1. Field of Disclosure
The following disclosure generally relates to disk drives and more particularly to a scheme for detecting defects in a hard drive assembly.
2. Description of Related Art
Disk drives are magnetic recording devices used for the storage of information. The information is typically recorded on concentric tracks on either surface of one or more magnetic recording disks. To facilitate the storage and retrieval of data in an orderly manner, disks are typically organized in blocks called sectors. These sectors are located on the disk by a set of unique identifiers called cylinder (or track), head and sector number. The disks are rotatably mounted to a spin motor and information is accessed by means of read/write heads that are mounted to actuator arms. These actuator arms are maneuvered via voice coil motors, wherein the voice coil motor is excited with a current to rotate the actuator and move the heads.
The movement of the actuator is controlled by a servo system. One well known type of servo system is referred to as a dedicated servo, wherein one area of one of the disk is dedicated to servo information. By using this servo information, the actual radial positions of the heads can be determined, and after comparison with desired head position information, control signals can be sent to the actuator arm to adjust the head position accordingly.
The servo system typically sends control signals to the actuator in accordance with a position error signal (PES) derived from the servo information. Typically, the PES has a magnitude indicative of the relative distance between the head and the center of a track and a polarity indicative of the direction of the head with respect to the track center. Additionally, the PES generally is generated by the servo system by comparing the relative signal strengths of burst signals on the disk surface. It is common during read/write operations to compare the absolute value of each PES sample to a predetermined safe-threshold value in order to verify the correct positioning of the head. It is generally known in the art that there are two situations which may give rise to a PES value which exceeds a safe-threshold value. First, it is possible that the head is misaligned to such an extent that its distant from the center of the track is sufficient to exceed this safe-threshold value. Second, it is likewise possible that a defect exists in the servo information, resulting in a misreported PES value, despite the fact that the head is positioned correctly.
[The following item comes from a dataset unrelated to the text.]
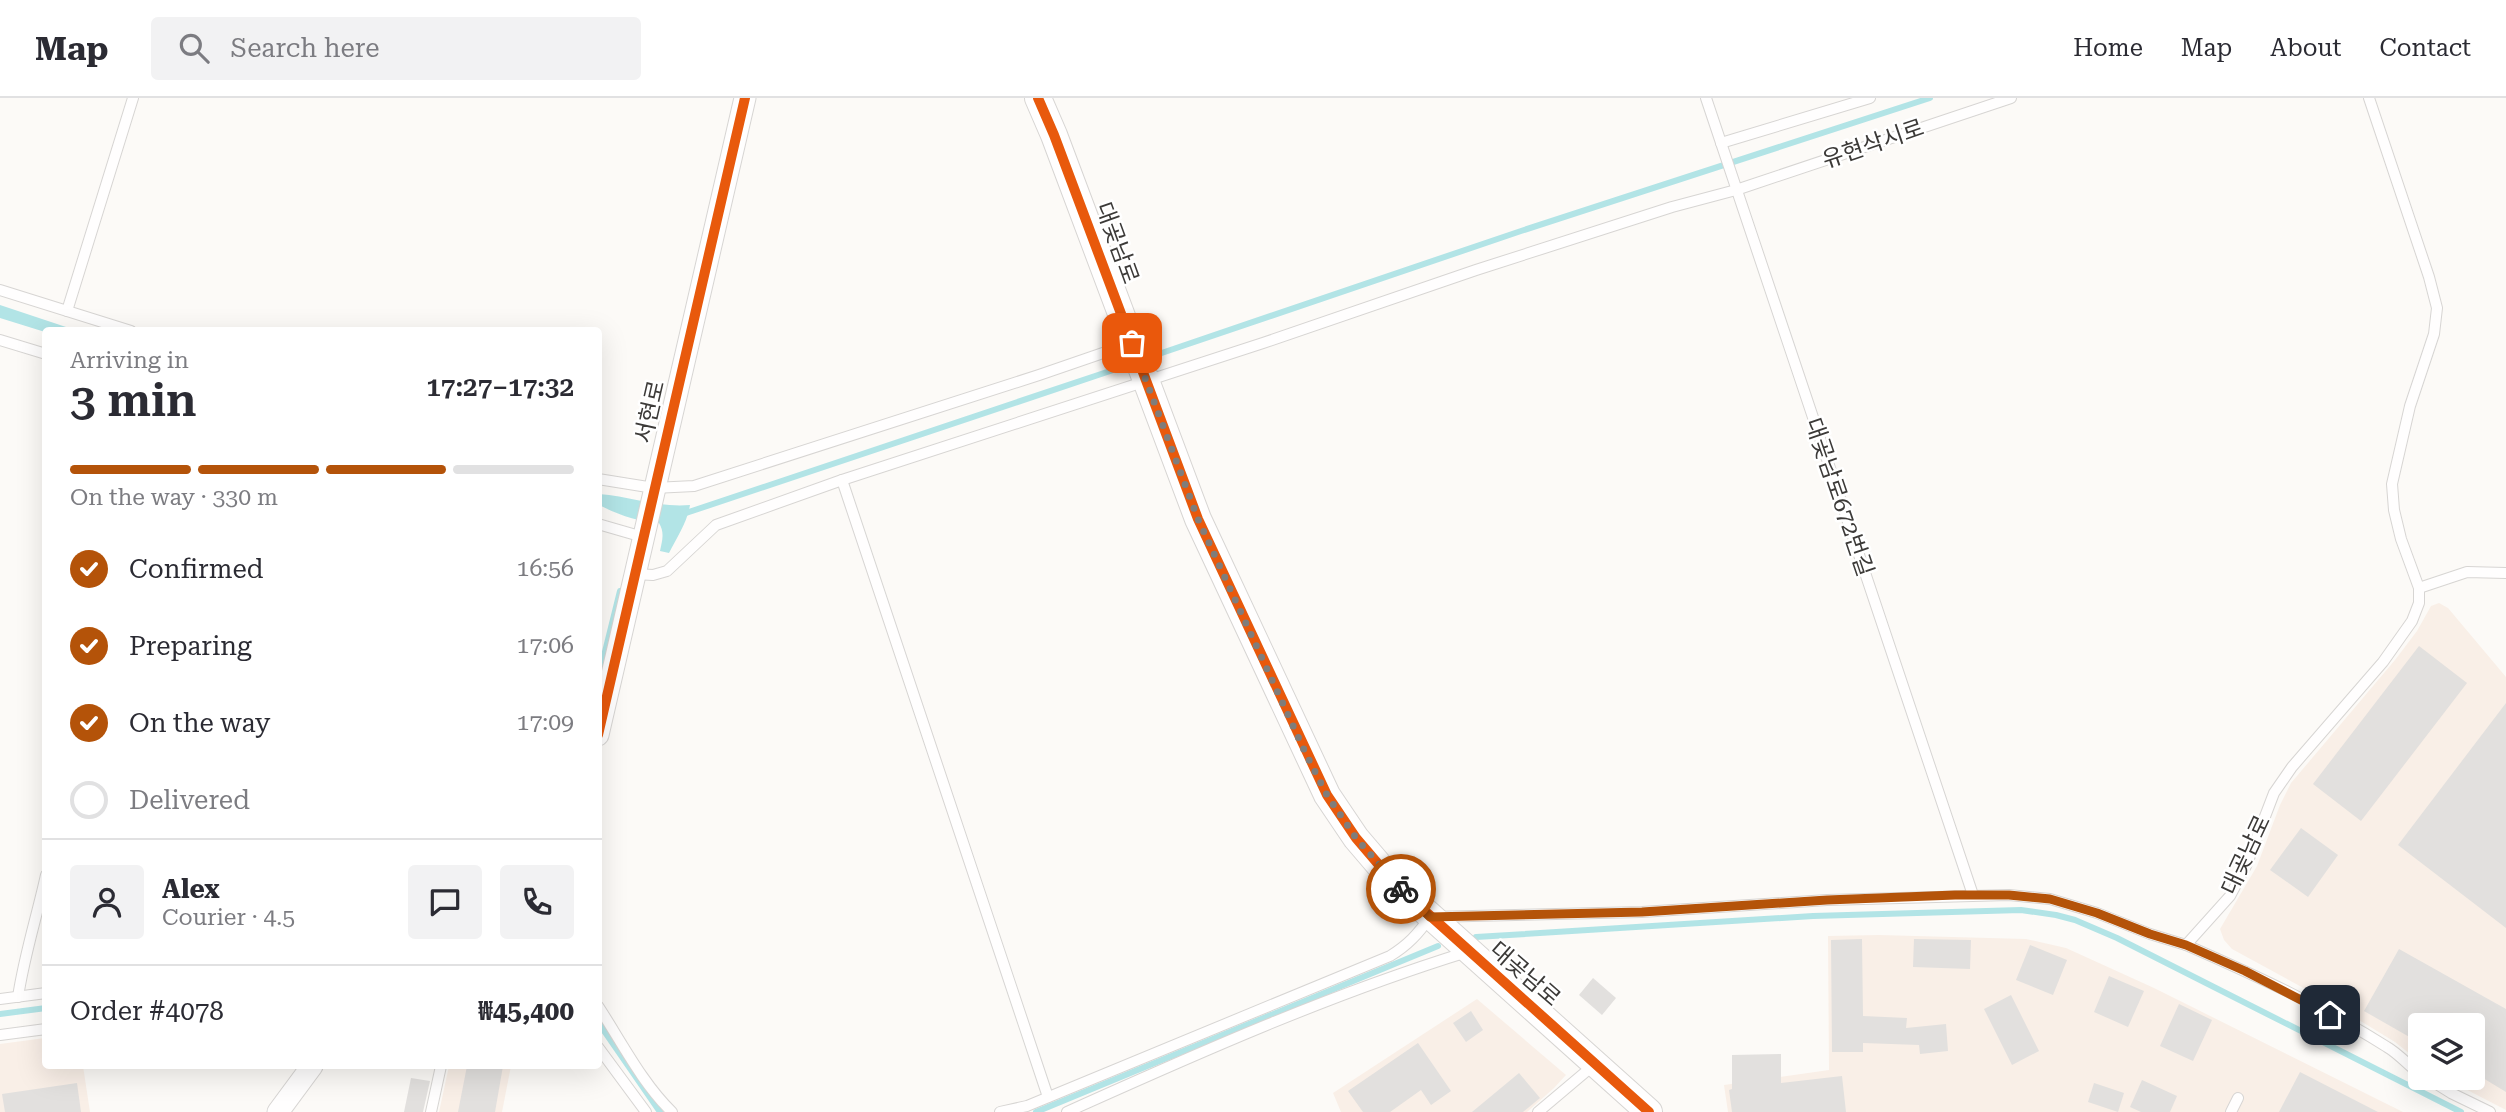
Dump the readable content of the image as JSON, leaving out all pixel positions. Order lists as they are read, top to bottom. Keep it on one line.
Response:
{"streets":{"street":["대곶남로","서현로"],"lane":["유현삭시로","대곶남로672번길"]},"crossings":[["유현삭시로","대곶남로"],["유현삭시로","서현로"],["유현삭시로","대곶남로672번길"],["대곶남로","대곶남로672번길"]],"page":{"header":"Map","search":"Search here","nav":["Home","Map","About","Contact"],"heading":["3 min","Arriving in","17:27–17:32"],"panel":["Alex","Courier · 4.5","Order #4078","₩45,400"],"bar":"On the way · 330 m","list":[["Confirmed","16:56"],["Preparing","17:06"],["On the way","17:09"],"Delivered"]}}
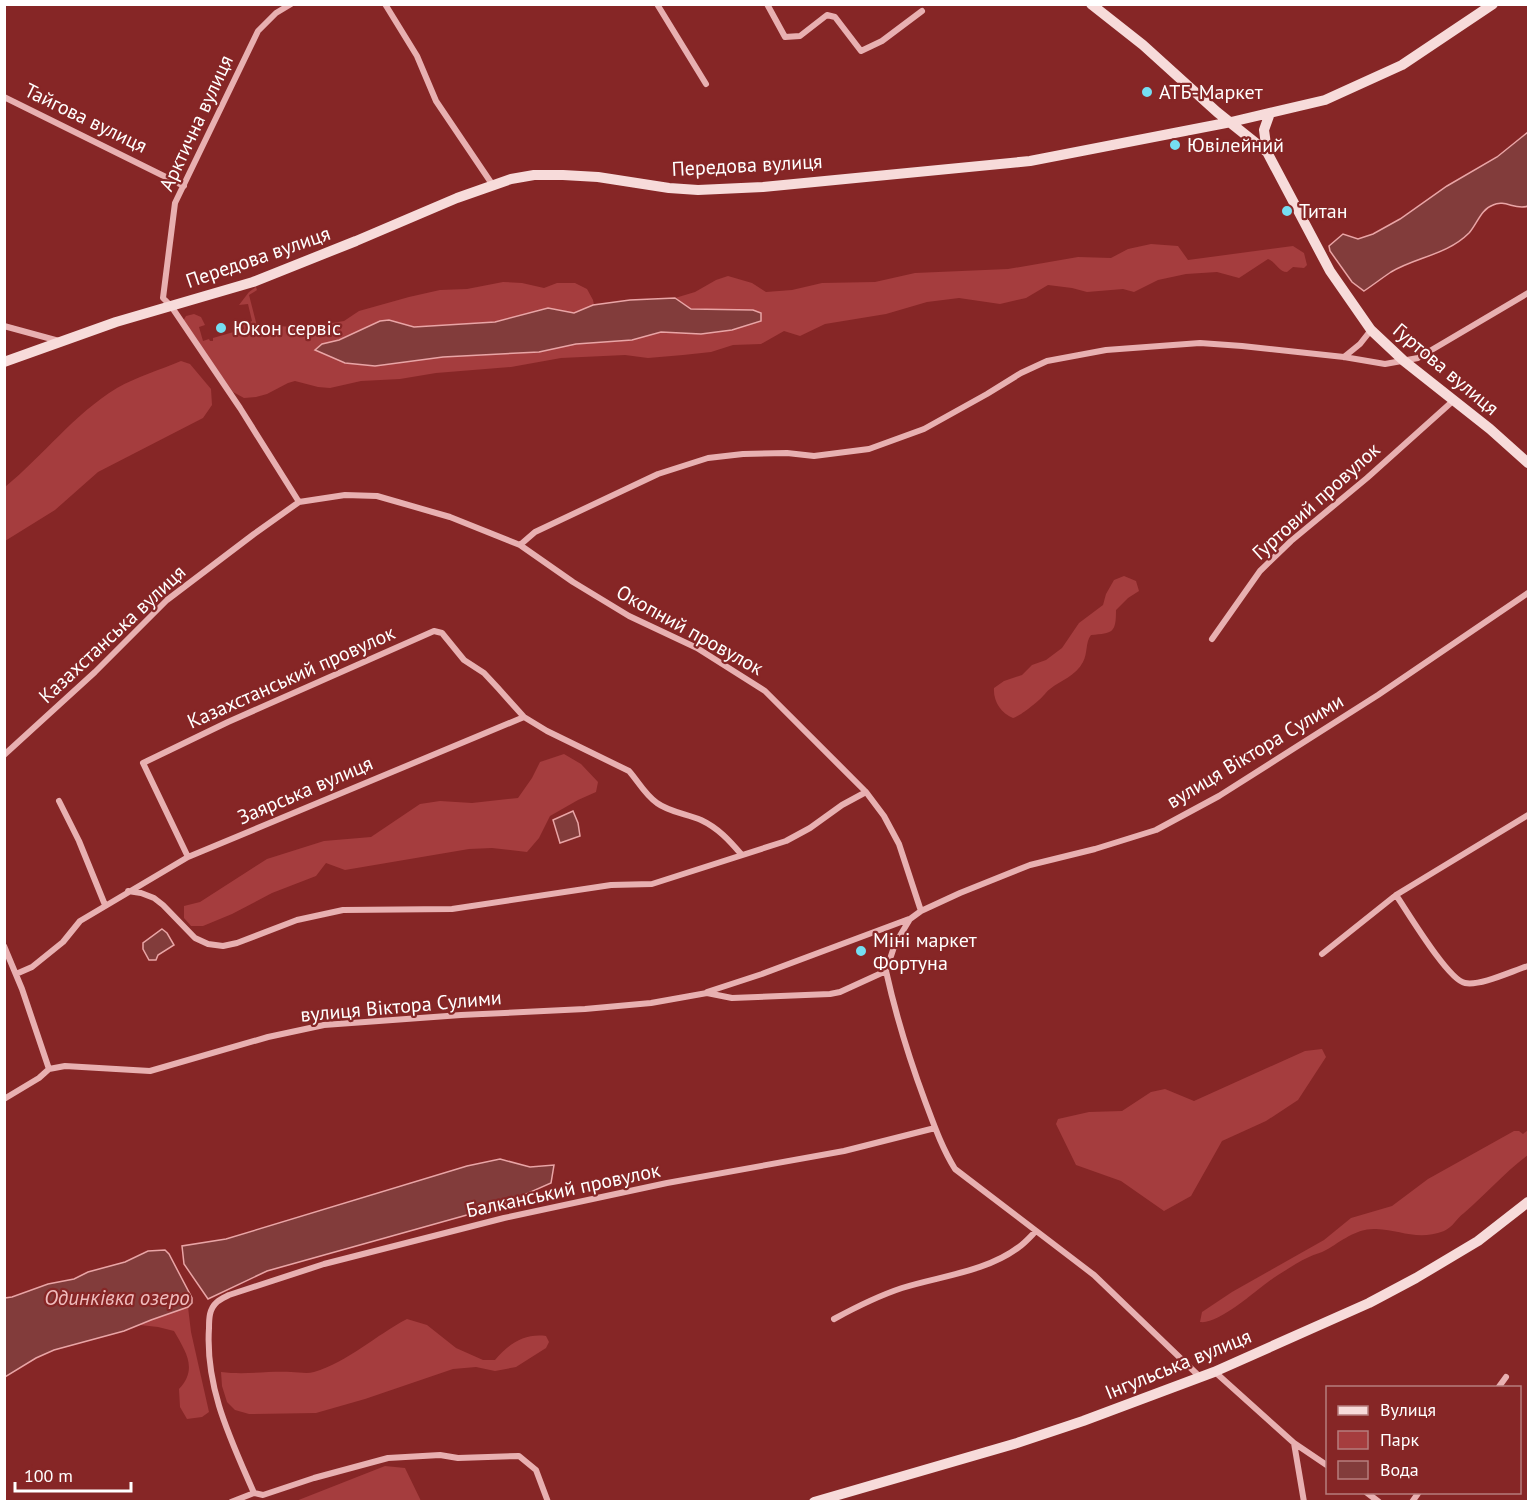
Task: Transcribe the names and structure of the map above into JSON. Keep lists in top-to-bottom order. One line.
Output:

This latter scenario is what has led to the practice of using high PES values as an indication that there may be a defect in the servo burst area.
As is generally known in the prior art, using a high PES value to detect servo defects is a cumbersome process. This is due to the fact that the sector with the highest PES value often is not the sector which actually contains the defect. Thus, it is generally considered necessary to check several of the sectors surrounding the high PES sector before labeling any given sector as defective.
In addition to the traditional method for detecting defects being cumbersome, relying on a high PES for detecting defects may also result in mapping continuous sectors as real servo defects. Similarly, large changes in PES may be caused by errors which occurred during the servo track writing process. Whereas the term ‘real servo defects’ is used herein to describe physical defects in the burst pattern areas of servo sectors, the term ‘closure servo defects’ will be used to describe those areas exhibiting a large change in PES created by a discontinuity of the written-in servo track. It should further be appreciated that such a discontinuity may create a shock during track following, often leading to overshooting. The result of this is that several sectors after the closure defect often exhibit poor track following characteristics.
In addition to mistaking closure servo defects for real servo defects, relying simply on a high PES for mapping defects may also result in mapping virtual servo defects as real servo defects. The term ‘virtual servo defect’ is used to describe the situation where a sector's PES value is too high to guarantee stable writing conditions. Although the sector may not exhibit any other symptoms of damage, its write gate is typically disabled since the high PES value creates doubt as to the stability of the sector.
Accordingly, there is a need for an improved approach to detecting servo defects on a disk in a disk drive assembly which can better differentiate between the different types of defects, is less cumbersome, and more accurate.